- Directed by: Allen Mondell Cynthia Salzman Mondell
- Written by: Allen Mondell Cynthia Salzman Mondell
- Produced by: Allen Mondell Cynthia Salzman Mondell Phillip Allen
- Narrated by: Barry Corbin
- Music by: Brave Combo
- Release date: February 2007;
- Country: United States
- Language: English

= A Fair to Remember (film) =

A Fair to Remember is a documentary film about the State Fair of Texas that debuted in February 2007 at the Hall of State on the grounds of Fair Park in Dallas, Texas.

==Synopsis==
The film chronicles the history of the State Fair of Texas beginning in 1886. It covers the banning of gambling at the fair, early Midway rides and some of Dallas' firsts such as electric lights, power stations and air planes. Old stock footage of the State Fair shows why it attracted people from all over the country.

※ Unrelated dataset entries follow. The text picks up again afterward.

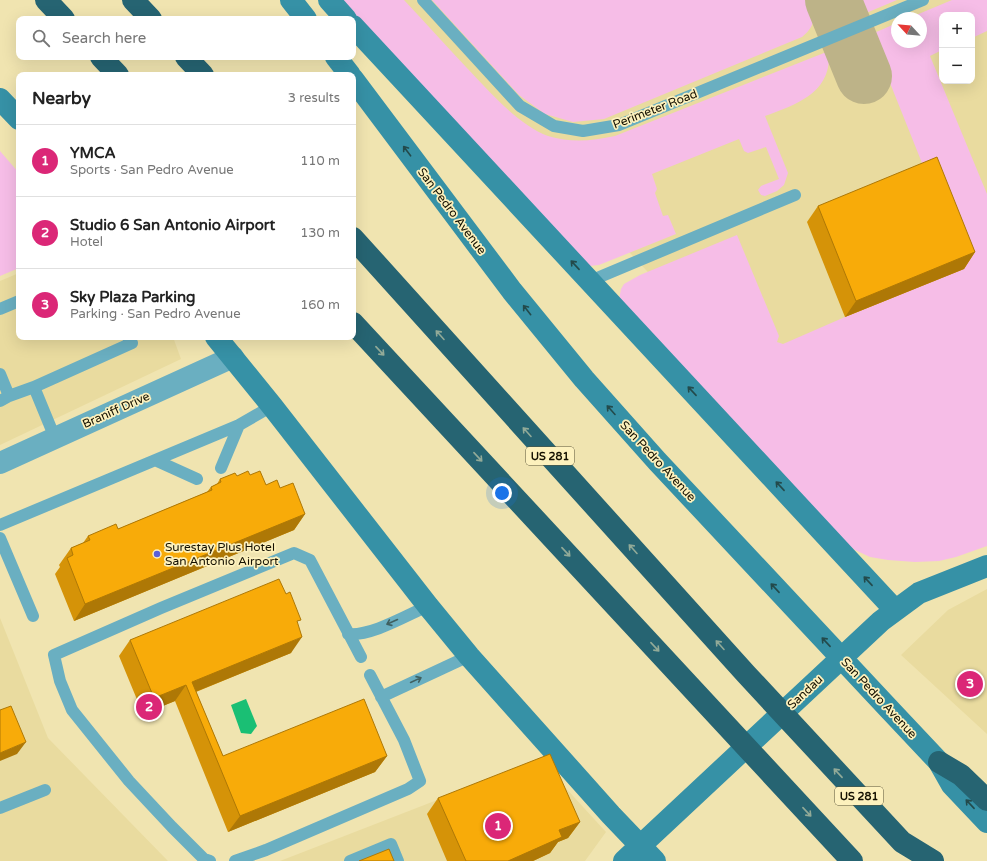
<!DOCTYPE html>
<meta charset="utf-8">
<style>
:root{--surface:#fff;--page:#f2f2f2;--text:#222;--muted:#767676;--line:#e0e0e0;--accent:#db2777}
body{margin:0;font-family:"Varela Round",sans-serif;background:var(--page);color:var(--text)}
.controls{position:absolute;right:12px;top:12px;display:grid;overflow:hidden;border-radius:8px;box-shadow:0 4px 16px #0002}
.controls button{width:36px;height:36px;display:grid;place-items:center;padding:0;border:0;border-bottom:1px solid var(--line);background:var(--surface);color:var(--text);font:20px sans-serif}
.compass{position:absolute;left:891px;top:12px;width:36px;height:36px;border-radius:50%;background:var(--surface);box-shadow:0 4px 16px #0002;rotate:296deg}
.you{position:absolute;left:502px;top:493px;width:14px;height:14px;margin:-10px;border:3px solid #fff;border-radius:50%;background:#1a73e8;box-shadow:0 0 0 6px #1a73e833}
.badge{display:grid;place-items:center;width:26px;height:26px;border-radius:50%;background:var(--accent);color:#fff;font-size:13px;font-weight:700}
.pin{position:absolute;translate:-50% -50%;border:2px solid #fff;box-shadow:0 1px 4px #0006}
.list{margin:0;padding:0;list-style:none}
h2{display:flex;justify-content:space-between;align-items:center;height:52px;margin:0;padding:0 16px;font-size:17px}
h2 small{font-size:13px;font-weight:400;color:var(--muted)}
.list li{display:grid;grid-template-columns:26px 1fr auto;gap:12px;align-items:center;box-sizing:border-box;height:72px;padding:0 16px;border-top:1px solid var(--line)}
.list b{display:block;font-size:15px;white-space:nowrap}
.list p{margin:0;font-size:13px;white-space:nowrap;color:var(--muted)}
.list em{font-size:13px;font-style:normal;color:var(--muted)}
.icon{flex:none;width:22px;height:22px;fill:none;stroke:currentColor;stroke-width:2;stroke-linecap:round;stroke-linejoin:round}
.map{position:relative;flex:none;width:987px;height:861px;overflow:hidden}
.search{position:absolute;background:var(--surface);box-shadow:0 4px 16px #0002;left:16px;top:16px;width:340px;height:44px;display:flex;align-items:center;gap:10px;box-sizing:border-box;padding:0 14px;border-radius:8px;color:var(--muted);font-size:15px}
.panel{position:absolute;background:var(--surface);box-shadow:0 4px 16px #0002;left:16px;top:72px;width:340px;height:268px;border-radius:8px}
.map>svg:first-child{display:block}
.built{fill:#e9db9f;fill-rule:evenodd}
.green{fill:#f6bde7}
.water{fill:#1abf74}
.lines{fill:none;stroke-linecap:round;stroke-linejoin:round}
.taxiway{stroke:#bdb388;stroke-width:56}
.lane{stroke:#6aafc1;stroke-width:12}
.street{stroke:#6aafc1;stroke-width:22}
.secondary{stroke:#3691a6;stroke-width:22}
.highway{stroke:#266472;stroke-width:22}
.wall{fill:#d59308}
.shaded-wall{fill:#ae7806}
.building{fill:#f8ab09;stroke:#ae7806}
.oneway{stroke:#234a4b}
.oneway2{stroke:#92aa98}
.oneway3{stroke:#3f6061}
.poi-dot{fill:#5a60d8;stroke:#fdf1bd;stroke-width:1.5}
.labels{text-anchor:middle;stroke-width:3.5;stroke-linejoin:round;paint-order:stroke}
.shield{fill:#fdf1bd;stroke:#5a5439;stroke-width:1}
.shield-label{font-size:11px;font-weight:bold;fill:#141001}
.street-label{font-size:12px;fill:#141001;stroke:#fdf1bd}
.poi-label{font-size:12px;fill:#141001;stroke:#fdf1bd;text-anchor:start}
</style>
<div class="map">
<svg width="987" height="861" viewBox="0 0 987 861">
<rect width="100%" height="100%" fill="#f0e4b0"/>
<path class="built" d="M393,0H987V536L870,509ZM942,15H972V81H942ZM897,18H921V42H897Z
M19,273V337H173L181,359L0,445V281Z
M987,589V734L901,655L948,610Z
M0,618L48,738L168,861H0Z
M540,760L606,832L585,861H280Z"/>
<path class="green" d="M337,0H404C425,22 445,45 466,67C488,90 518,125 548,136C571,143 592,141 615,136L829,51C832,93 797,104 765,116L788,173L784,185L777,191L765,196L761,195L758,190L761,186L779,179L766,147L748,153L744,151L739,139L652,174L657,189L655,193L663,216L668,215L676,234L599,265L589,266Z
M432,0H809C817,17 815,26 802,37L604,119L573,122L545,114L519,95Z
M852,0H897L859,16Z
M952,0H987V31L972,38V15H942V50L930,56L987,194V546L956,557L939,561L915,562L888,560L870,557L855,550L835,535L619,300L621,289L624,284L640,275L737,235L779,336L777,342L783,344L845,317L964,268L884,68L867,36L897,23V42H921V18H909Z
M0,151L19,173V268L0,276Z"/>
<path class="water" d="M246,699L257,726L251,734L241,733L231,705Z"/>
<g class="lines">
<path class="taxiway" d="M833,0L864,76"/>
<path class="lane" d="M423,0L520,106L554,126L583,131L619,125L923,0
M590,281L795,195
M0,309L19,301
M0,374L9,396L0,401
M9,396L34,387
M55,438L34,387L132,343L128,337
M155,460L197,479
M221,468L239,425
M0,525L239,425L272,406
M0,538L33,616
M348,634C372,636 405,616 428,606
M381,697L469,656
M0,808L45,790
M210,861L204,859L172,827L129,781L72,710L60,681L54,655L161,608L294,553L310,560L361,657
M235,861L266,850L408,789L420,781L404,740L370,675
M350,861L391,844L398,861"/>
<path class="street" d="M0,463L233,357"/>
<path class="secondary" d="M291,0L306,19
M329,0L346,19
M353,26L895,610
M336,57L350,75
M353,79L512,291L584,379L657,461L890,710L939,762L952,785L987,822
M0,99L19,119
M216,337L272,406L428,606L469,656L611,815L655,861
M624,861L881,621L919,593L987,566"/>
<path class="highway" d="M46,0L64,19
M133,0L151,19
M101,57L118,75
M186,57L203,75
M353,238L746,674L902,842L933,861
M353,323L852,861
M939,762L961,775L987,800"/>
</g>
<path class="wall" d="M818,206L975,252L964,269L845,317L807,222Z
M250,475L266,485L280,488L305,514L294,530L74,621L55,574L60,567L59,565L71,548L83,543L88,536L118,529L207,492L211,487L217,484L220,479L237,476Z
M298,624L291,653L196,692L223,756H387L375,772L228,832L175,701L143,714L119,656L130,640Z
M438,798L580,822L568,838L558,842L550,853L533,861H447L427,814Z"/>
<path class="shaded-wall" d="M975,252L964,269L845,317L856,301Z
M305,514L294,530L74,621L85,604Z
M302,637L291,653L190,694L192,682Z
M186,685L175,701L143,714L154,698Z
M26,742L17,754L0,761V753Z
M387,756L375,772L228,832L240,816Z
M580,822L568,838L558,842L550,853L533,861H508L559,830Z"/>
<path class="building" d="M937,157L975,252L856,301L818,206Z
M248,471L250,475L260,471L266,485L277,480L280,488L293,483L305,514L85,604L67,558L73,555L71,548L90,540L88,536L116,524L118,529L212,490L211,487L221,482L220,479L235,473L237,476Z
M279,579L286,594L290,592L301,620L297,621L302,637L192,682L223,756L364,699L387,756L240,816L186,685L154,698L130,640Z
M11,706L26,742L0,753V710Z
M550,754L580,822L559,830L562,837L508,861H466L438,798Z
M389,849L394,861H359Z"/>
<defs><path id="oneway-shaft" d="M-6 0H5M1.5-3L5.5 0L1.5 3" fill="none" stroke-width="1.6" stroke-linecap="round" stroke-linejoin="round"/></defs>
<g class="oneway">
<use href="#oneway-shaft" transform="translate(407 151) rotate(-127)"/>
<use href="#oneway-shaft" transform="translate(575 265) rotate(-133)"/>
<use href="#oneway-shaft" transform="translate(527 310) rotate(-128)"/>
<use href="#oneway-shaft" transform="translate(692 391) rotate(-133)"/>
<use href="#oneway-shaft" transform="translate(611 410) rotate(-132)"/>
<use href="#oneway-shaft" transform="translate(780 486) rotate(-133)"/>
<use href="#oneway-shaft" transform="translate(868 581) rotate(-133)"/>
<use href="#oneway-shaft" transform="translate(775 588) rotate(-133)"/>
<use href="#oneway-shaft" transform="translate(826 642) rotate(-133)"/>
<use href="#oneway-shaft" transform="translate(970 804) rotate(-133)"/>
</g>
<g class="oneway2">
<use href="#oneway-shaft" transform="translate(440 335) rotate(-132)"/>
<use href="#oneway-shaft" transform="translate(380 351) rotate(47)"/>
<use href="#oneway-shaft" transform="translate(527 432) rotate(-132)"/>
<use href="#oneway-shaft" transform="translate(478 457) rotate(47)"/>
<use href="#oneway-shaft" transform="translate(633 549) rotate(-132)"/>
<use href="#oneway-shaft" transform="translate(566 552) rotate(47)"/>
<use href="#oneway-shaft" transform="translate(720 645) rotate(-132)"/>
<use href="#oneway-shaft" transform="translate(655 647) rotate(47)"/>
<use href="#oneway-shaft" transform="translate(838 773) rotate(-133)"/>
<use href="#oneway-shaft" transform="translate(807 812) rotate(47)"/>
</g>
<g class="oneway3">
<use href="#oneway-shaft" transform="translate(392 622) rotate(156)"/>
<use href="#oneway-shaft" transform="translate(416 680) rotate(-25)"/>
</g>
<circle class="poi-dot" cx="157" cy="554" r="4"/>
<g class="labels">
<g class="shield">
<rect x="526" y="447" width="48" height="18" rx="3"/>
<rect x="835" y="787" width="48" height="18" rx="3"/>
</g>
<g class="shield-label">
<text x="550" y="460">US 281</text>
<text x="859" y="800">US 281</text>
</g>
<g class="street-label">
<text transform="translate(655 109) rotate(-21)" y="4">Perimeter Road</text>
<text transform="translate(452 211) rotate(53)" y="4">San Pedro Avenue</text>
<text transform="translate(116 410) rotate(-24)" y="4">Braniff Drive</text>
<text transform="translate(658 461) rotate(47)" y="4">San Pedro Avenue</text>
<text transform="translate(805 692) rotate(-43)" y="4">Sandau</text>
<text transform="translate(879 698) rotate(47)" y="4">San Pedro Avenue</text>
</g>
<g class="poi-label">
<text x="165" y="551">Surestay Plus Hotel<tspan x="165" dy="14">San Antonio Airport</tspan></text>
</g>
</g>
</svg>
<div class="controls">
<button>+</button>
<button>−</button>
</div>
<svg class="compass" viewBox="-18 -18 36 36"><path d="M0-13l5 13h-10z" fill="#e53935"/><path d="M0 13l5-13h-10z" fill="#767676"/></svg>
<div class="you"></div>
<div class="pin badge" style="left:498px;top:826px">1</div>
<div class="pin badge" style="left:149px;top:707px">2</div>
<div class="pin badge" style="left:970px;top:684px">3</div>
<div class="search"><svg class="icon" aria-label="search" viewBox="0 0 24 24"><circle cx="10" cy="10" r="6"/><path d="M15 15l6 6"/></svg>Search here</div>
<section class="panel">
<h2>Nearby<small>3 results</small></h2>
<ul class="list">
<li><span class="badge">1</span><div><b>YMCA</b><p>Sports · San Pedro Avenue</p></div><em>110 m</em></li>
<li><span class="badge">2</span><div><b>Studio 6 San Antonio Airport</b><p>Hotel</p></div><em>130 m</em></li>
<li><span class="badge">3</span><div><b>Sky Plaza Parking</b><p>Parking · San Pedro Avenue</p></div><em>160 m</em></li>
</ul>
</section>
</div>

It includes scenes from the bake-offs and cook-offs held annually, plus a comical scene that has women singing a song about SPAM. A Fair to Remember also shows foods that have been included at the fair. Interviews of attendees provide a look into historical Dallas.

==Production==
The film was written, directed and produced by Allen Mondell, Cynthia Salzman Mondell and co-produced by Phillip Allen. Narration is provided by actor and Texas native Barry Corbin. Original music provided by Brave Combo.